O profissional disse que terá que fazer várias cirurgias para se recuperar. Ele não poderá trabalhar e, sem trabalhar, nada ganhará. Patrícia fez cara de constrangida e disse só 1 de cada 4 entregadores são cobertos pela lei. Tralli num exercício de ocultismo, tinha desaparecido.
Na minha infância na cidade mãe do céu, subdistrito do Tatuapé, tinha um vizinho espanhol, o “seo” Pedro. Me chamava a atenção a sua calma e a capacidade de dizer palavras duras com naturalidade. Pensei nele agora porque tenho vontade de dizer a Patrícia: Que carajo de entrevista! Onde já se viu chamar motoqueiro de profissional? Por acaso já viu um motoqueiro amador? E você Tralli, onde estão seus “cujones’? Que conversa é essa de plataforma? Por acaso está vendo algo sendo carregado?
“Seo” Pedro era avesso a conversas alucinadas, para ele tudo tinha que ser claro, sem enrolação. O IFood é uma empresa e ponto final. Motoqueiro é um tipo de office boy, que tem patrão. E plataforma é um tipo de caminhão.
Um trabalhador pode prestar serviços inestimáveis a sua empresa, o que não é o caso, mas isso não o torna uma empresa ou “PJ”. Uma empresa requer um conjunto de saberes. Pode ser coisa de uma só pessoa, o que é raro. Normalmente exige o esforço de muitos, cada um cumprindo um papel para o atingimento do resultado.
Ao obedecer a um aplicativo, os motoboys assemelham-se aos trabalhadores subordinados a ordem das máquinas, tal qual Marx descreve com precisão, no capítulo XIII de O capital. Subordinado a um aplicativo, a ‘plataforma digital’ controla o “prestador” minuto a minuto. São uma versão Orwelliana de trabalhadores de um futuro distópico.
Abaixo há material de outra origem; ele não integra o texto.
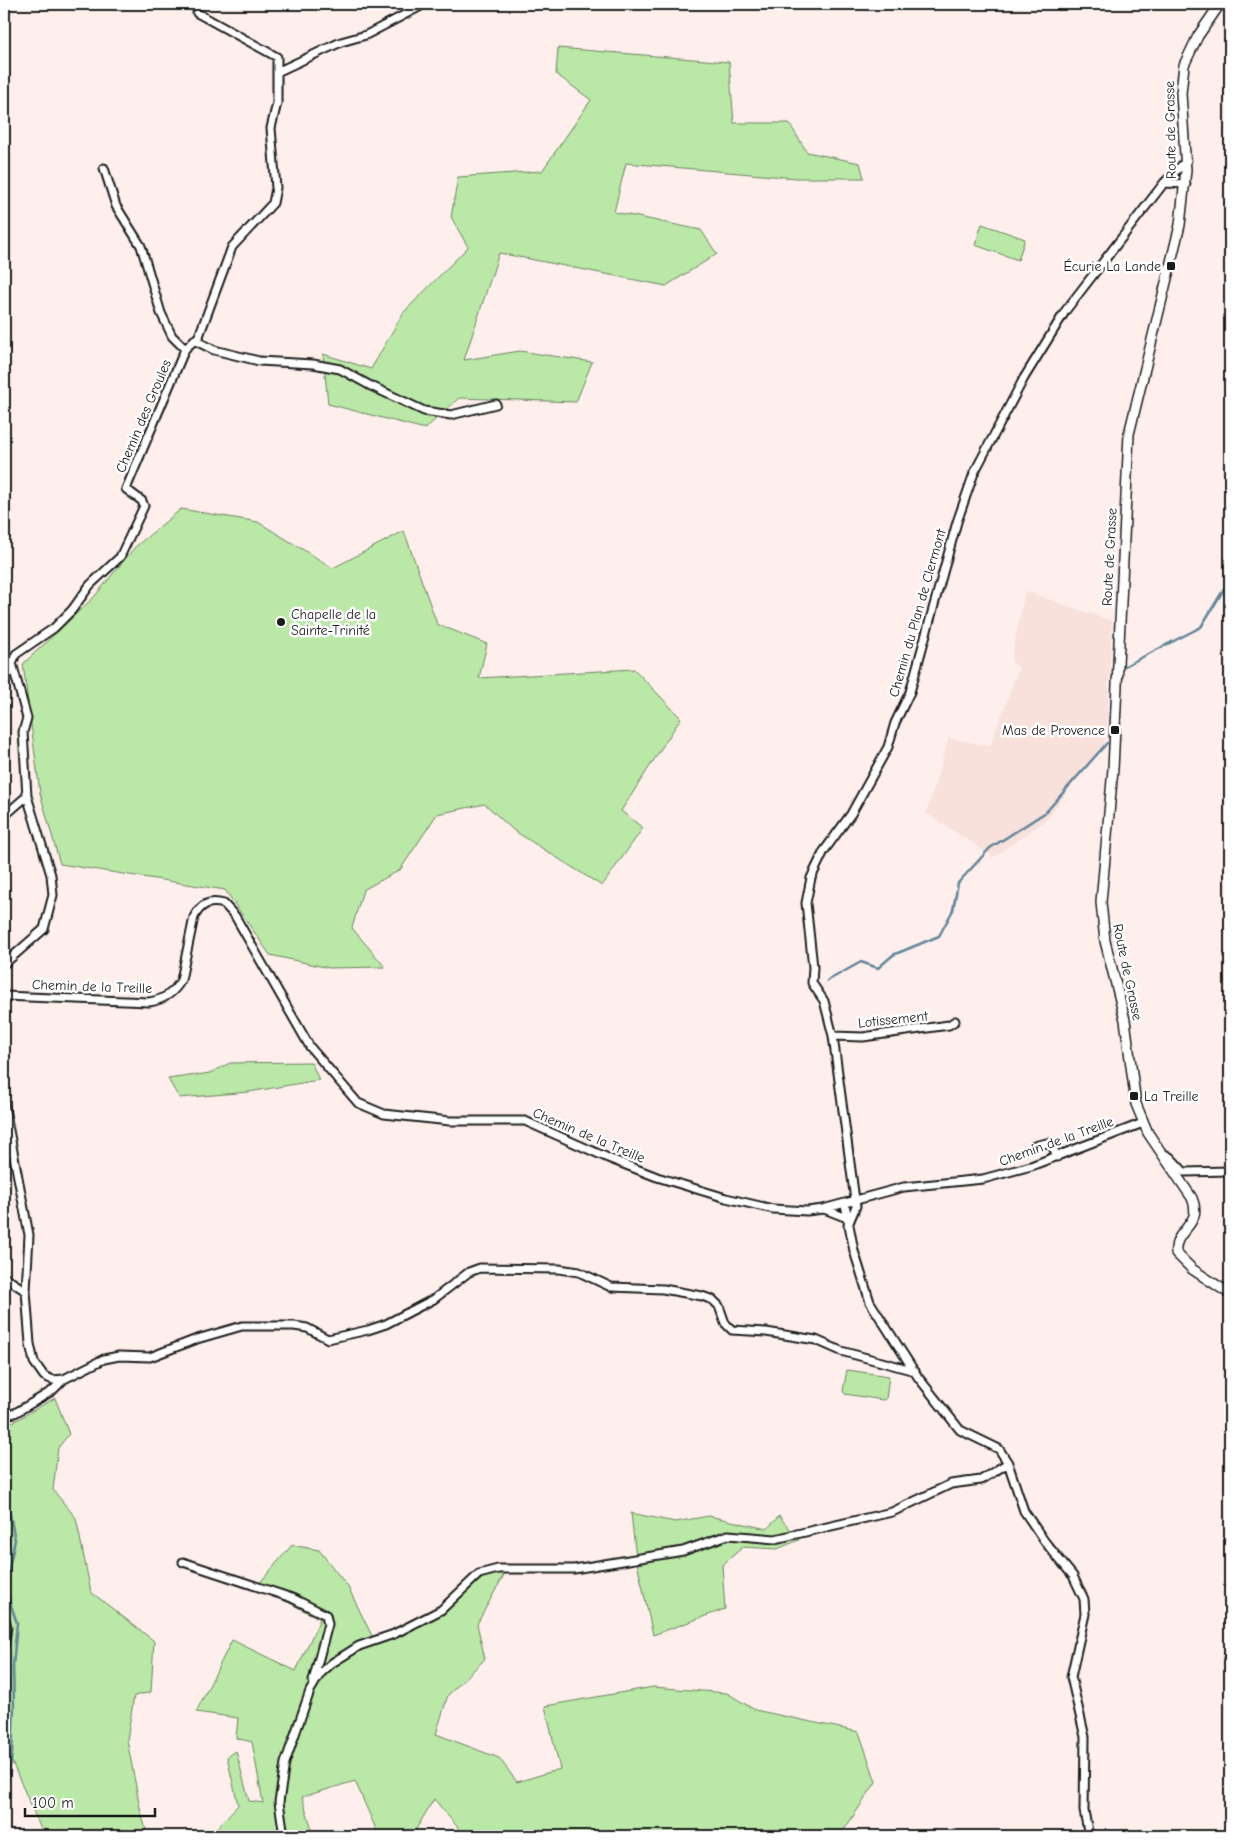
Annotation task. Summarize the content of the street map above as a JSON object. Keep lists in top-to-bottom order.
{
  "streets": {
    "street": [
      "Route de Grasse",
      "Chemin des Groules",
      "Chemin du Plan de Clermont",
      "Chemin de la Treille",
      "Lotissement"
    ]
  },
  "crossings": [
    ["Route de Grasse", "Chemin du Plan de Clermont"],
    ["Route de Grasse", "Chemin de la Treille"],
    ["Chemin du Plan de Clermont", "Chemin de la Treille"],
    ["Chemin du Plan de Clermont", "Lotissement"]
  ],
  "places": {
    "transit": ["Écurie La Lande", "Mas de Provence", "La Treille"],
    "other": ["Chapelle de la Sainte-Trinité"]
  },
  "scale_bar": "100 m"
}
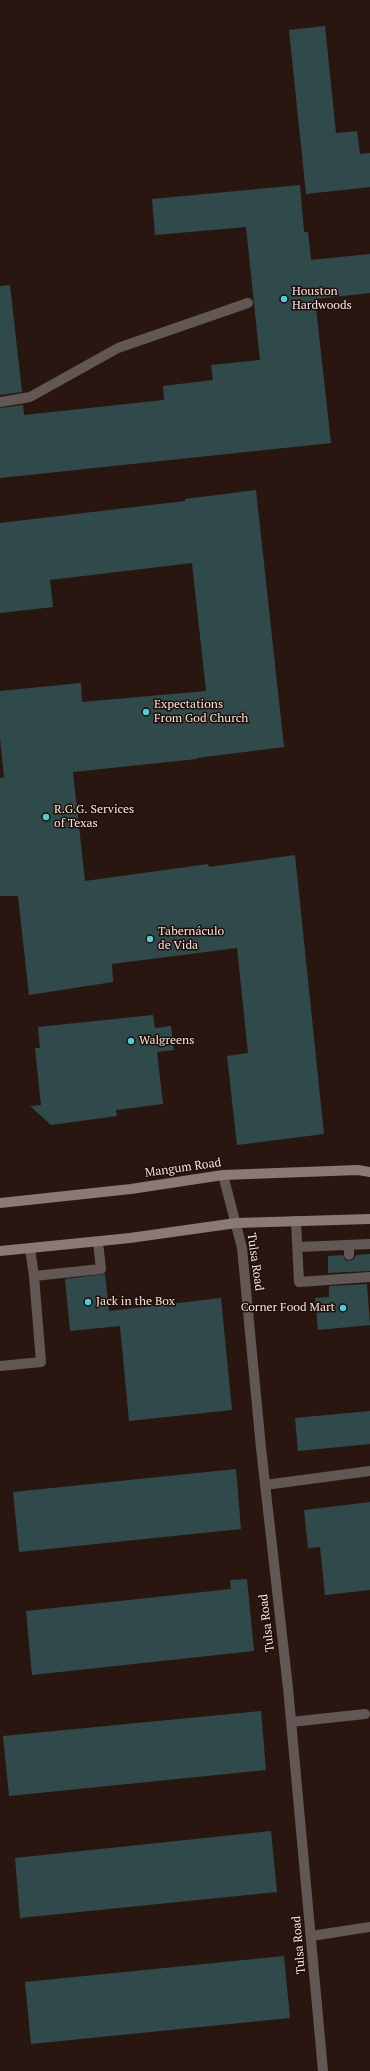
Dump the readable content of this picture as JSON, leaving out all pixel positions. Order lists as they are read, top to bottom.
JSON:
{
  "streets": {
    "main road": ["Mangum Road"],
    "street": ["Tulsa Road"]
  },
  "crossings": [
    ["Mangum Road", "Tulsa Road"]
  ],
  "places": [
    "Houston Hardwoods",
    "Expectations From God Church",
    "R.G.G. Services of Texas",
    "Tabernáculo de Vida",
    "Walgreens",
    "Jack in the Box",
    "Corner Food Mart"
  ]
}
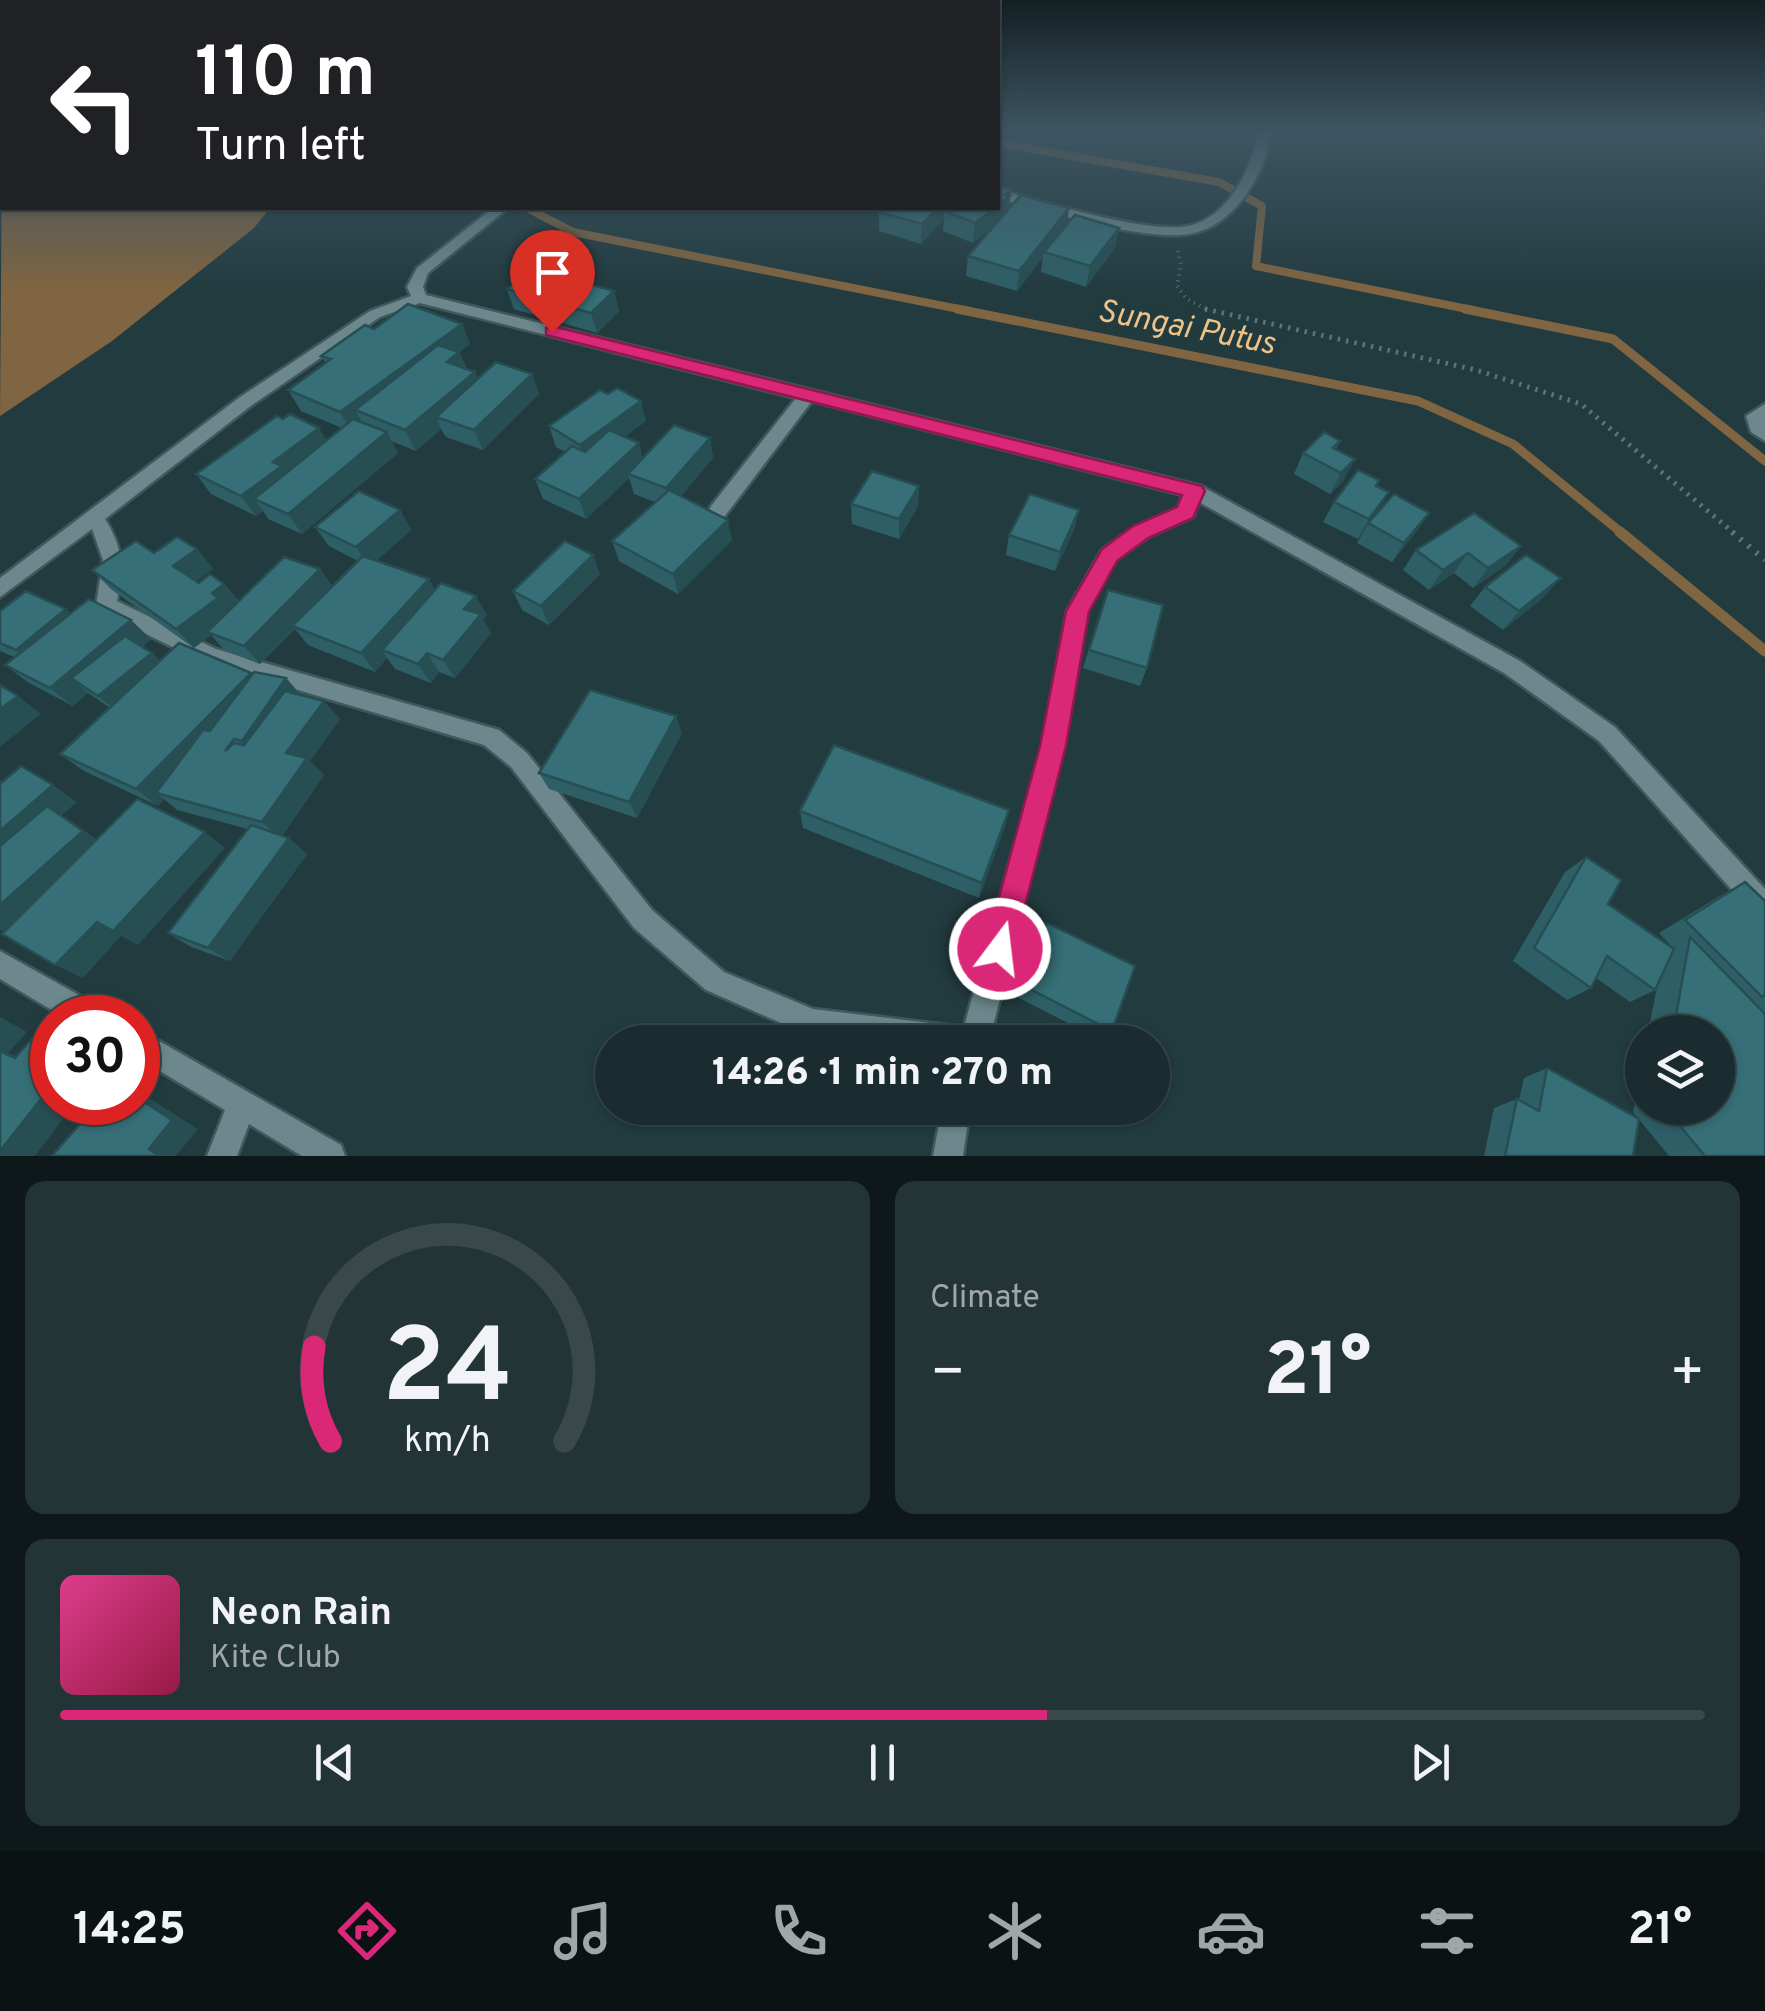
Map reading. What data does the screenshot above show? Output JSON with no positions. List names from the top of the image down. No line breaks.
{"water":["Sungai Putus"],"page":{"turn":["110 m","Turn left"],"limit":"30","trip":"14:26 · 1 min · 270 m","tile":"Climate","heat":["−","21°","+"],"song":["Neon Rain","Kite Club"],"tabs":["14:25","21°"],"gauge":["24","km/h"]}}
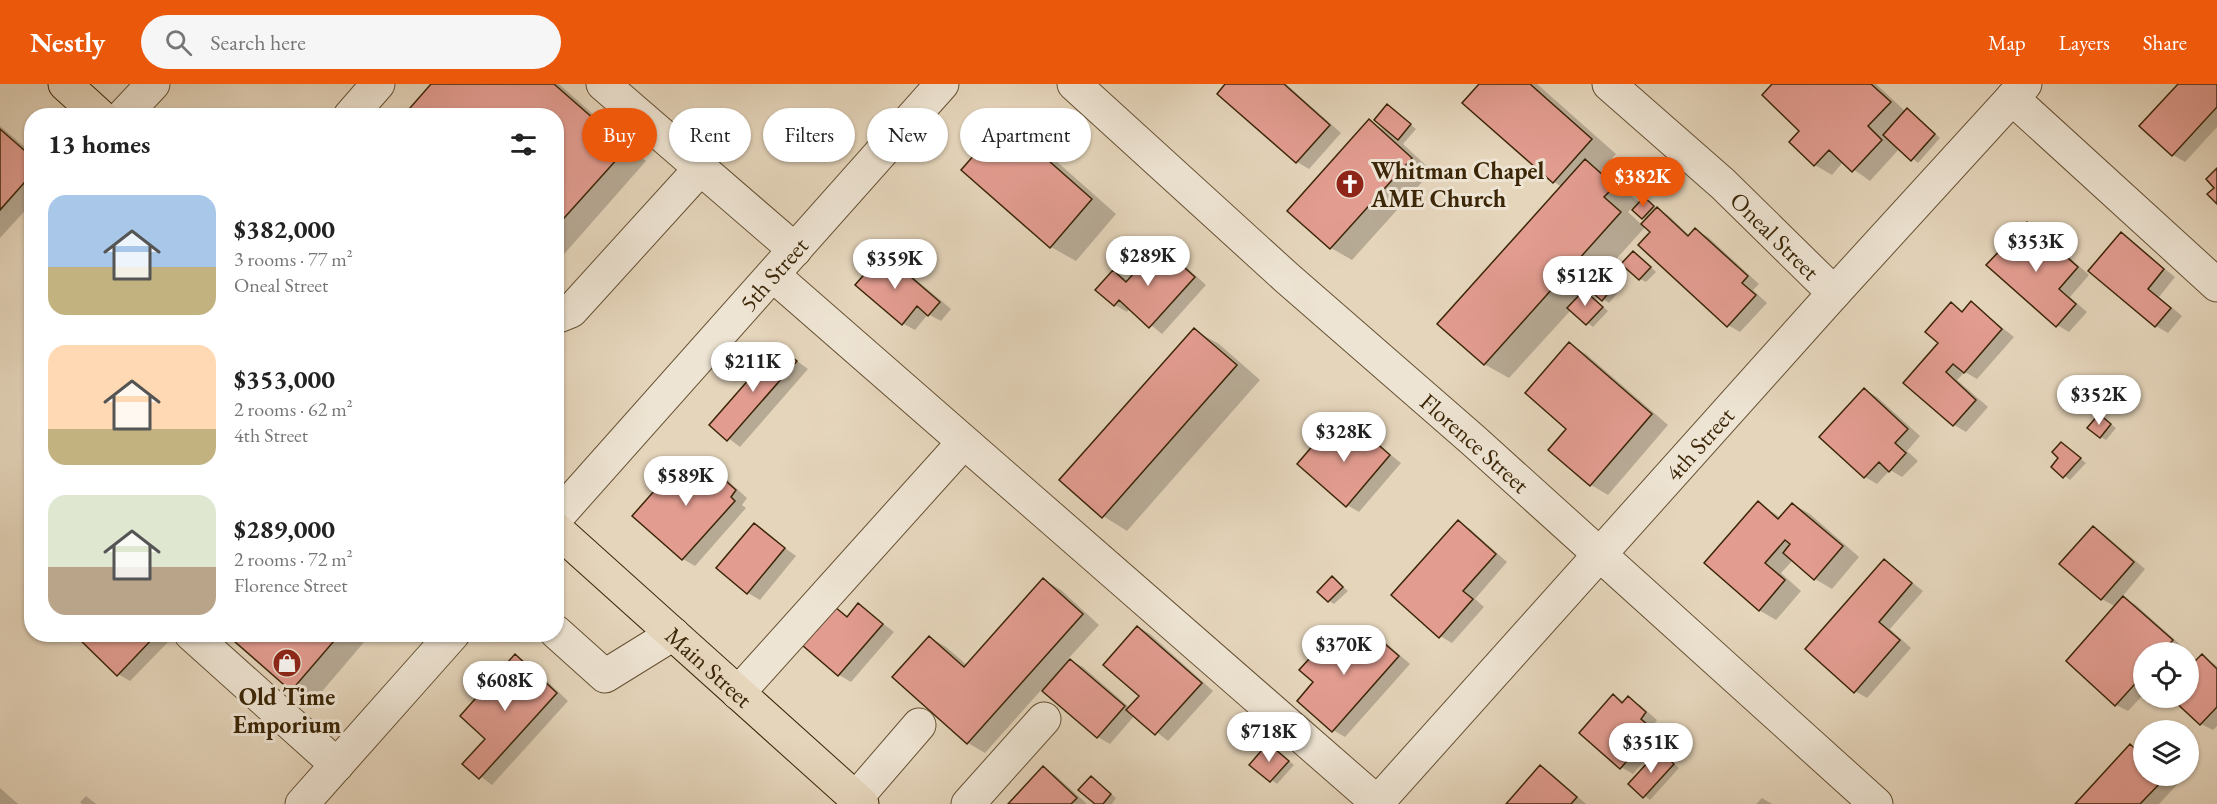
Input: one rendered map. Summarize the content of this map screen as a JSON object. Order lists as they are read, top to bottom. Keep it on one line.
{"streets":{"main road":["Main Street"],"street":["Oneal Street","5th Street","Florence Street","4th Street"]},"crossings":[["Oneal Street","4th Street"],["Florence Street","4th Street"]],"places":{"church":["Whitman Chapel AME Church"],"shop":["Old Time Emporium"]},"page":{"header":"Nestly","search":"Search here","nav":["Map","Layers","Share"],"chip":["Buy","Rent","Filters","New","Apartment"],"heading":"13 homes","price":["$382K","$353K","$289K","$359K","$512K","$211K","$352K","$328K","$589K","$370K","$608K","$718K","$351K"],"list":[{"name":"$382,000","note":"3 rooms · 77 m² · Oneal Street"},{"name":"$353,000","note":"2 rooms · 62 m² · 4th Street"},{"name":"$289,000","note":"2 rooms · 72 m² · Florence Street"}]}}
Ser “PJ” não é questão de escolha do trabalhador, mas da empresa, seja ela IFood, Uber ou Quinto Andar. E aqui há a conivência do Estado, que criou o microempreendedor individual (MEI), que pode ‘legalizar” o trabalho informal, ao menos em parte, mas desorganiza o mercado de trabalho.
Patrícia e Tralli também são PJ, em um nível muito elevado de renda. Esta é uma forma comum de profissionais qualificados escaparem dos elevados encargos trabalhistas, que podem ser iguais ao salário. Já imaginou o Tralli custando mais um salário ao mês? Esse debate se estende há décadas, sem solução. Nossos congressistas andam muito ocupados, brincando de serem prefeitos, com o orçamento impositivo e secreto. Nada fazem do que se espera de um parlamentar frente aos grandes temas nacionais: fazer Leis!!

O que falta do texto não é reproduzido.